═══ Data supplied

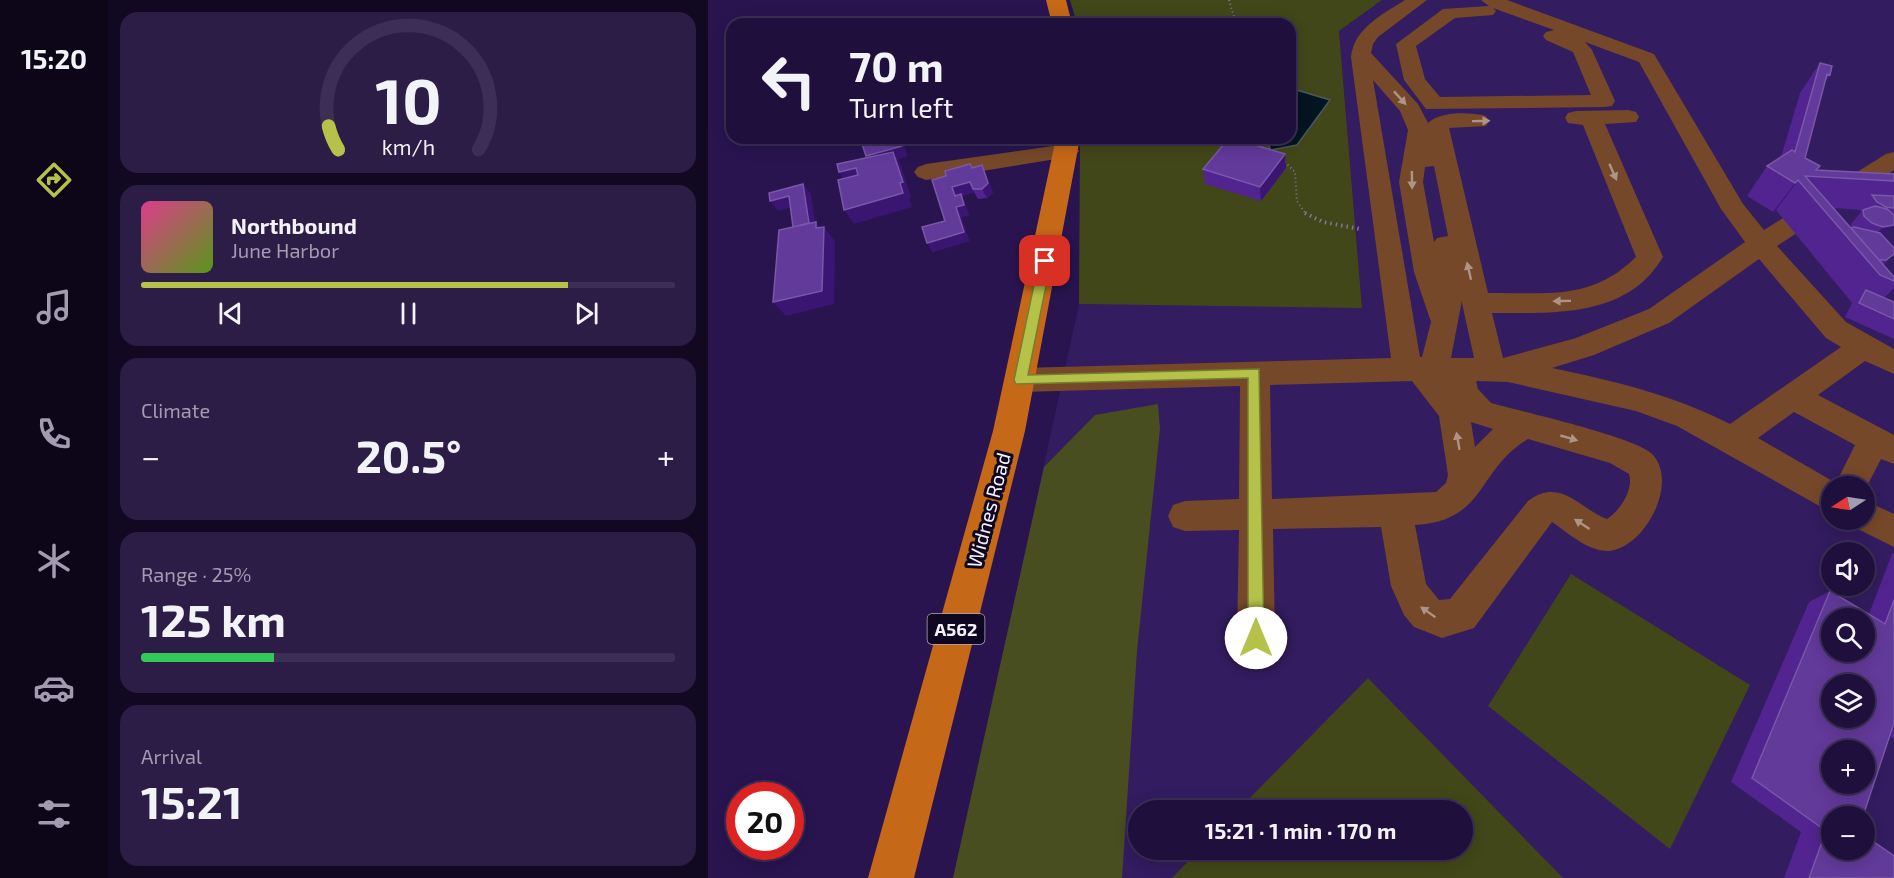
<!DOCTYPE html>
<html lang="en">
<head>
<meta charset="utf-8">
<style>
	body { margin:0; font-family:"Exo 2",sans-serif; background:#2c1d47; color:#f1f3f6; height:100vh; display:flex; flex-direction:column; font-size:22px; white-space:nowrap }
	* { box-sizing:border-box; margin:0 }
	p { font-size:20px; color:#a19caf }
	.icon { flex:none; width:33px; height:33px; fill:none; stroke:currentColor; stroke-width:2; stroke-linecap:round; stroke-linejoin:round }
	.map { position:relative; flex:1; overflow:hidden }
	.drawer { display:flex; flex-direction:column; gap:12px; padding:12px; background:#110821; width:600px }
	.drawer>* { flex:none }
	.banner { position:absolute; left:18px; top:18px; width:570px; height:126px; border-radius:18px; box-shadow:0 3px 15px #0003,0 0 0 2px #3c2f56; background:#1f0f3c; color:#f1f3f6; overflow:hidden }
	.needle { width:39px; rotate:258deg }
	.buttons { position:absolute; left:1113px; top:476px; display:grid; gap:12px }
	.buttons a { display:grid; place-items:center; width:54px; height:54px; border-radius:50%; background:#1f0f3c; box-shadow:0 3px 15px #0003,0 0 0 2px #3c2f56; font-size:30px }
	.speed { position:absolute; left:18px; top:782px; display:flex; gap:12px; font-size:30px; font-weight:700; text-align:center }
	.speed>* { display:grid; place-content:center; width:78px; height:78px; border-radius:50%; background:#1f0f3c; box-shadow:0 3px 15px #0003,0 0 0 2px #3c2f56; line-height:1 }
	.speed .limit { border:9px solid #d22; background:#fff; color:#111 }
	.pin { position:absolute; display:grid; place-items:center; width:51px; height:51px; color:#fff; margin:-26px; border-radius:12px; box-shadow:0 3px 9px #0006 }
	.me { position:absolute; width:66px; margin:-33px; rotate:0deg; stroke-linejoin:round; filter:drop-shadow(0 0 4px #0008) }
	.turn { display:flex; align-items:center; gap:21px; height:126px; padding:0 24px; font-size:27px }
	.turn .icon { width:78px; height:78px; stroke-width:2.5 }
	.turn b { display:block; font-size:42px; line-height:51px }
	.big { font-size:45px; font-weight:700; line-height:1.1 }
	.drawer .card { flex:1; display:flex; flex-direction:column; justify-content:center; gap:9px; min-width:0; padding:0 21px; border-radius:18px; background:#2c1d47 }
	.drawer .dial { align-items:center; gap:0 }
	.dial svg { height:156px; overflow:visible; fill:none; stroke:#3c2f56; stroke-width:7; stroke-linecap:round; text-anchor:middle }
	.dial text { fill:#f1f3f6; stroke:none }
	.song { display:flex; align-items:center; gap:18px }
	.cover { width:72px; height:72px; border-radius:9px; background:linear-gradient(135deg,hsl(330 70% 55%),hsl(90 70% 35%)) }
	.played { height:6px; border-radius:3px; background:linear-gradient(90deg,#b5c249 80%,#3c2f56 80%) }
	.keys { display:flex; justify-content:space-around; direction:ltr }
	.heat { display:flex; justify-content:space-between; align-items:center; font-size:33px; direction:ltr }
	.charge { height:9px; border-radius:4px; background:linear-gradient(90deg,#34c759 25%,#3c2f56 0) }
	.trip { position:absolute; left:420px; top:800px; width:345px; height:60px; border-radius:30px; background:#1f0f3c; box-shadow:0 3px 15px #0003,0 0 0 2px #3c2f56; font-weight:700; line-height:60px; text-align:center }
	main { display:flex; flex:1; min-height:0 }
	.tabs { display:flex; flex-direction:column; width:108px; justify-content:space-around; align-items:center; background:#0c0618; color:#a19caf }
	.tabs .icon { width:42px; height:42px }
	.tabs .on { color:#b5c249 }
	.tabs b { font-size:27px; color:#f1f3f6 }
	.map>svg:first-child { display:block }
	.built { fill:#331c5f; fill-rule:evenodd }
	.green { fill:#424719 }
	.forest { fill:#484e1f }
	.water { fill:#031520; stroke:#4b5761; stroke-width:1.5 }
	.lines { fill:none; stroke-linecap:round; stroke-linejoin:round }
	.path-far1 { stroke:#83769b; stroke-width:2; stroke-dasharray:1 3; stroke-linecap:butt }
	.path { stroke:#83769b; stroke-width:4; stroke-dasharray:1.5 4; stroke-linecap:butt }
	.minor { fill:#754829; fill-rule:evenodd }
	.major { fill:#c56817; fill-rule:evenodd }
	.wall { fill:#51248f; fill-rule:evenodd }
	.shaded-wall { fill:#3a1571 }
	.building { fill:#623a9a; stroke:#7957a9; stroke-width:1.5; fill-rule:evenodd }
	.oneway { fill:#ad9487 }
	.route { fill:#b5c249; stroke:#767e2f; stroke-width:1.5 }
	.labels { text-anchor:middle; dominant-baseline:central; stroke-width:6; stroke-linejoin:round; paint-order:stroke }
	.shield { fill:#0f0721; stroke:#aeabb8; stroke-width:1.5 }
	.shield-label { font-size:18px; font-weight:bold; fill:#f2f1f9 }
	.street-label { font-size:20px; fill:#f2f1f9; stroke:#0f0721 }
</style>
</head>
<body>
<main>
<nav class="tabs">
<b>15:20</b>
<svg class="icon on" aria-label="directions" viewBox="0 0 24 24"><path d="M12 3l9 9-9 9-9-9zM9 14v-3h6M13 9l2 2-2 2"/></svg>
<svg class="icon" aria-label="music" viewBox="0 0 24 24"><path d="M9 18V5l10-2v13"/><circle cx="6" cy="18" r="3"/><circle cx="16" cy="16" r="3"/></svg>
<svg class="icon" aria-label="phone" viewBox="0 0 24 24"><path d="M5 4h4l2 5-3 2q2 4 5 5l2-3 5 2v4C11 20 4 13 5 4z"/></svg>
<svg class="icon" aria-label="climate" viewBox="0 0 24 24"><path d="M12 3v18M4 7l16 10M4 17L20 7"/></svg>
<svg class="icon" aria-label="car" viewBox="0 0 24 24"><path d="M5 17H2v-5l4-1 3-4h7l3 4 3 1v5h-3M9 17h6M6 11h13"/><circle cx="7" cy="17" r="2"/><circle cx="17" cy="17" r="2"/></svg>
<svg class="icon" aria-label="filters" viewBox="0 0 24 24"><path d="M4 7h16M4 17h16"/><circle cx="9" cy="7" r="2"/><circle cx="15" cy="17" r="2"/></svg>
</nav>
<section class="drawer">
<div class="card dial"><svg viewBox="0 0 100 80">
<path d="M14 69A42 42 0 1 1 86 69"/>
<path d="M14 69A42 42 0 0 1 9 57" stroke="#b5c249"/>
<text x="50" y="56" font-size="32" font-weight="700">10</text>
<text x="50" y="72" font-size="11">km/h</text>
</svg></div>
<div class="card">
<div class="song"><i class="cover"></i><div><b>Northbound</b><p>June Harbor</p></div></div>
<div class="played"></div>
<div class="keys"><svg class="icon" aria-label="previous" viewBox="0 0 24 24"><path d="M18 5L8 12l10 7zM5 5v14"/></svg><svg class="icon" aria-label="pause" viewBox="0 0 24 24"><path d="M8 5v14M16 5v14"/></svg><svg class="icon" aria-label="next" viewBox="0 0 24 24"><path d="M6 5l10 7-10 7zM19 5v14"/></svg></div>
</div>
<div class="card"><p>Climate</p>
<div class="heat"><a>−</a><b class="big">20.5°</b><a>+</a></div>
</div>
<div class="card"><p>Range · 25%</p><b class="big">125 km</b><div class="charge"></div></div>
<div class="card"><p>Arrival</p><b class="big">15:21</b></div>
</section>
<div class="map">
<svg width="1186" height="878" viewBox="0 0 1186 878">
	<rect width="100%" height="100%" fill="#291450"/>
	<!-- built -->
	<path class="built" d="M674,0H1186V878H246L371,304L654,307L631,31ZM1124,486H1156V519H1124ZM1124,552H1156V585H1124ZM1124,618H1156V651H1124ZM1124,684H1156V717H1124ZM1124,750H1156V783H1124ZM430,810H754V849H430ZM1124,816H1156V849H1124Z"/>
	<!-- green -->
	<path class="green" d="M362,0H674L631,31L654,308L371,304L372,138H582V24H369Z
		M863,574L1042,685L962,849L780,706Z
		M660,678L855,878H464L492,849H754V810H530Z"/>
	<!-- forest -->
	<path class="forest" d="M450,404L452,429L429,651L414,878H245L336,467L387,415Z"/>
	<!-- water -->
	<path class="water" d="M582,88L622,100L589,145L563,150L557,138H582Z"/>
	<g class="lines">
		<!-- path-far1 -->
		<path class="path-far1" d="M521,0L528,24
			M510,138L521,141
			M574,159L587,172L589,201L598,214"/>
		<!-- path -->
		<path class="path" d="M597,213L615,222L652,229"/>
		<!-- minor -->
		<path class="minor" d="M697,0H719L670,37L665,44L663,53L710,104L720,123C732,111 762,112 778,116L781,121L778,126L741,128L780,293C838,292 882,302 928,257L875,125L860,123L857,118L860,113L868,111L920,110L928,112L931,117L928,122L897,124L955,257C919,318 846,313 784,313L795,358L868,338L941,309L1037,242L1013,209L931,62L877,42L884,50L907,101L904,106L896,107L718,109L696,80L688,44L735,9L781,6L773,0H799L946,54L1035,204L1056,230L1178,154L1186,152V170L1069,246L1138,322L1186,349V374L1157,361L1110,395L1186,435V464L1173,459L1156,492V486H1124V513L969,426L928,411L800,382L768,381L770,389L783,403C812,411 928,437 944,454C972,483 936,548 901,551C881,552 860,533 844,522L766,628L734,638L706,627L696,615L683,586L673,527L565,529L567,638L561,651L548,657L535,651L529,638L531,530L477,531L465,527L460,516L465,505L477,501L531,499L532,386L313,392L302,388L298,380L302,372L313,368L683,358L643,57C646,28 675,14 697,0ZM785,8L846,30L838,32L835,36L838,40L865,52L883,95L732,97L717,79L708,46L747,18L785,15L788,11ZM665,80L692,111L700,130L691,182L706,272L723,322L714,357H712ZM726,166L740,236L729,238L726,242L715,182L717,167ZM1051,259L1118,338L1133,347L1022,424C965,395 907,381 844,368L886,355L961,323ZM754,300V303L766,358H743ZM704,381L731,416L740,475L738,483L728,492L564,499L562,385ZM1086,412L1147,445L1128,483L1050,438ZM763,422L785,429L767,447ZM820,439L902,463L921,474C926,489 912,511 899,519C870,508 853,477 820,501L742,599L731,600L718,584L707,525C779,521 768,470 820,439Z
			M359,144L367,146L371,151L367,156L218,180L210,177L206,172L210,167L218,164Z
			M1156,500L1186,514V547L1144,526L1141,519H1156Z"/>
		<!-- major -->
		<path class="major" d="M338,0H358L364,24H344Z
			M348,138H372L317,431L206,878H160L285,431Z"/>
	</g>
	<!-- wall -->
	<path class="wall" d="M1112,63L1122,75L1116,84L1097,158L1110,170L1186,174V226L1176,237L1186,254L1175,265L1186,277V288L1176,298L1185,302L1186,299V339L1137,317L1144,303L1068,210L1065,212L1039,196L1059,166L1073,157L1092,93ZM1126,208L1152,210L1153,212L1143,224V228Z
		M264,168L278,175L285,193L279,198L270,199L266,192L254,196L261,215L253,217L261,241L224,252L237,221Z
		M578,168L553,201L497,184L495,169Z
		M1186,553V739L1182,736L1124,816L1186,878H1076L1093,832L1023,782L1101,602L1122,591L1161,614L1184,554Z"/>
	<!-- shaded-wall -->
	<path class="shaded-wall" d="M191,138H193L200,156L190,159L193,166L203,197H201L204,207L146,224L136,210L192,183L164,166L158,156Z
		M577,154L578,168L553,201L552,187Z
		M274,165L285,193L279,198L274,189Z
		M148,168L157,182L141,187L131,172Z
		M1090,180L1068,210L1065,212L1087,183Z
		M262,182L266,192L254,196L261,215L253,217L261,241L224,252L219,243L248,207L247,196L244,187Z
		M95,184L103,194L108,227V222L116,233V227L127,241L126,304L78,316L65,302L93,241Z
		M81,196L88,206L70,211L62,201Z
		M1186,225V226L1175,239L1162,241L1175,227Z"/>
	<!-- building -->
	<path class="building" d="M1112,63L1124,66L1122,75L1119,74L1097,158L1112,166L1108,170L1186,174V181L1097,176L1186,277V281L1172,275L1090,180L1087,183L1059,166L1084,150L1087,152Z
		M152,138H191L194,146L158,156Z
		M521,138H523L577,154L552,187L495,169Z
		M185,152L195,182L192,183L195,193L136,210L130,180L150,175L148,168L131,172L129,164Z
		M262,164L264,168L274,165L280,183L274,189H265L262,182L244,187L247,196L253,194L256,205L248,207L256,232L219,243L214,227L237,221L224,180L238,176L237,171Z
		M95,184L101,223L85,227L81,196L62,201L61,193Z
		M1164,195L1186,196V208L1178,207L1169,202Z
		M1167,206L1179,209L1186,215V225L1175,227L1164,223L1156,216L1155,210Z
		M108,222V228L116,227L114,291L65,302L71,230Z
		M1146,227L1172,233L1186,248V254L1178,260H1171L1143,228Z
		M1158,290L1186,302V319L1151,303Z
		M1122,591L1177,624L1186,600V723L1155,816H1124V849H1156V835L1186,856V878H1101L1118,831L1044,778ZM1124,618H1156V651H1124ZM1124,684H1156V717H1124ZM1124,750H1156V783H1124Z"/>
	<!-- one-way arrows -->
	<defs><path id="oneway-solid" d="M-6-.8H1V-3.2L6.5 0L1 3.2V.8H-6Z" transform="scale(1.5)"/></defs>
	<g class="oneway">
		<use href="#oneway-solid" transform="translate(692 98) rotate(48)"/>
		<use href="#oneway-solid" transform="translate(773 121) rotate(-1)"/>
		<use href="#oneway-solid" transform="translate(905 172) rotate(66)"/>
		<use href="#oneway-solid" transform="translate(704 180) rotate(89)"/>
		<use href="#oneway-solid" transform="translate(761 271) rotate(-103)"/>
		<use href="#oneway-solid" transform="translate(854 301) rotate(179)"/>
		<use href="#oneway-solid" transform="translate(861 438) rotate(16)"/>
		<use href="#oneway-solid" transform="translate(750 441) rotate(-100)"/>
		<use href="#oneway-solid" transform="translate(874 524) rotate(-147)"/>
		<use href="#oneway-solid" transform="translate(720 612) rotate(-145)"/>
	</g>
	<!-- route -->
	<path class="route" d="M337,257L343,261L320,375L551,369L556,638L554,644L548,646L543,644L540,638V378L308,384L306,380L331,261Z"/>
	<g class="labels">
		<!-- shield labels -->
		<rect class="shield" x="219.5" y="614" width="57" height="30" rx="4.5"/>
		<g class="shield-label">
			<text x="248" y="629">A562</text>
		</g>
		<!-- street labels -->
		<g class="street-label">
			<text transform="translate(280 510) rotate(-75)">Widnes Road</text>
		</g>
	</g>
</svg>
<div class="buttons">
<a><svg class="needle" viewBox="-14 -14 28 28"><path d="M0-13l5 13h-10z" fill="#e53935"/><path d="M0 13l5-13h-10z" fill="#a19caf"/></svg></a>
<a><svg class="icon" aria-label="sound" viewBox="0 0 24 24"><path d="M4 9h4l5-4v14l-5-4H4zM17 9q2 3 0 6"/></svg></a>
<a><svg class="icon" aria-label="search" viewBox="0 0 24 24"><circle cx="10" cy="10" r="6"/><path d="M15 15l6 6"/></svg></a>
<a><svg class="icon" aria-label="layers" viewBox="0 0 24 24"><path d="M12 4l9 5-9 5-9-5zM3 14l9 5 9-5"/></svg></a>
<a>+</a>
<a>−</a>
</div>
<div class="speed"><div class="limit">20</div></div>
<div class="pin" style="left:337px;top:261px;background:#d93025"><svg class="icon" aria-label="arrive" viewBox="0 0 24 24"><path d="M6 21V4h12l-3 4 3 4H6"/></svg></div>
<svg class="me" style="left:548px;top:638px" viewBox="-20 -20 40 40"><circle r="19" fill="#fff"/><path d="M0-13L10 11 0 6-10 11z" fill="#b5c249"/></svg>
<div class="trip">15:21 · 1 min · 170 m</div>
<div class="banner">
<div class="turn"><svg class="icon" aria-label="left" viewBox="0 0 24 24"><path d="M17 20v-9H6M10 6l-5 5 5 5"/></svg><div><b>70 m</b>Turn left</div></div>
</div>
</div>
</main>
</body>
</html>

══════

→ Problem description
Report each line in the data that holds the word "played".

→ Response to this task
	.played { height:6px; border-radius:3px; background:linear-gradient(90deg,#b5c249 80%,#3c2f56 80%) }
<div class="played"></div>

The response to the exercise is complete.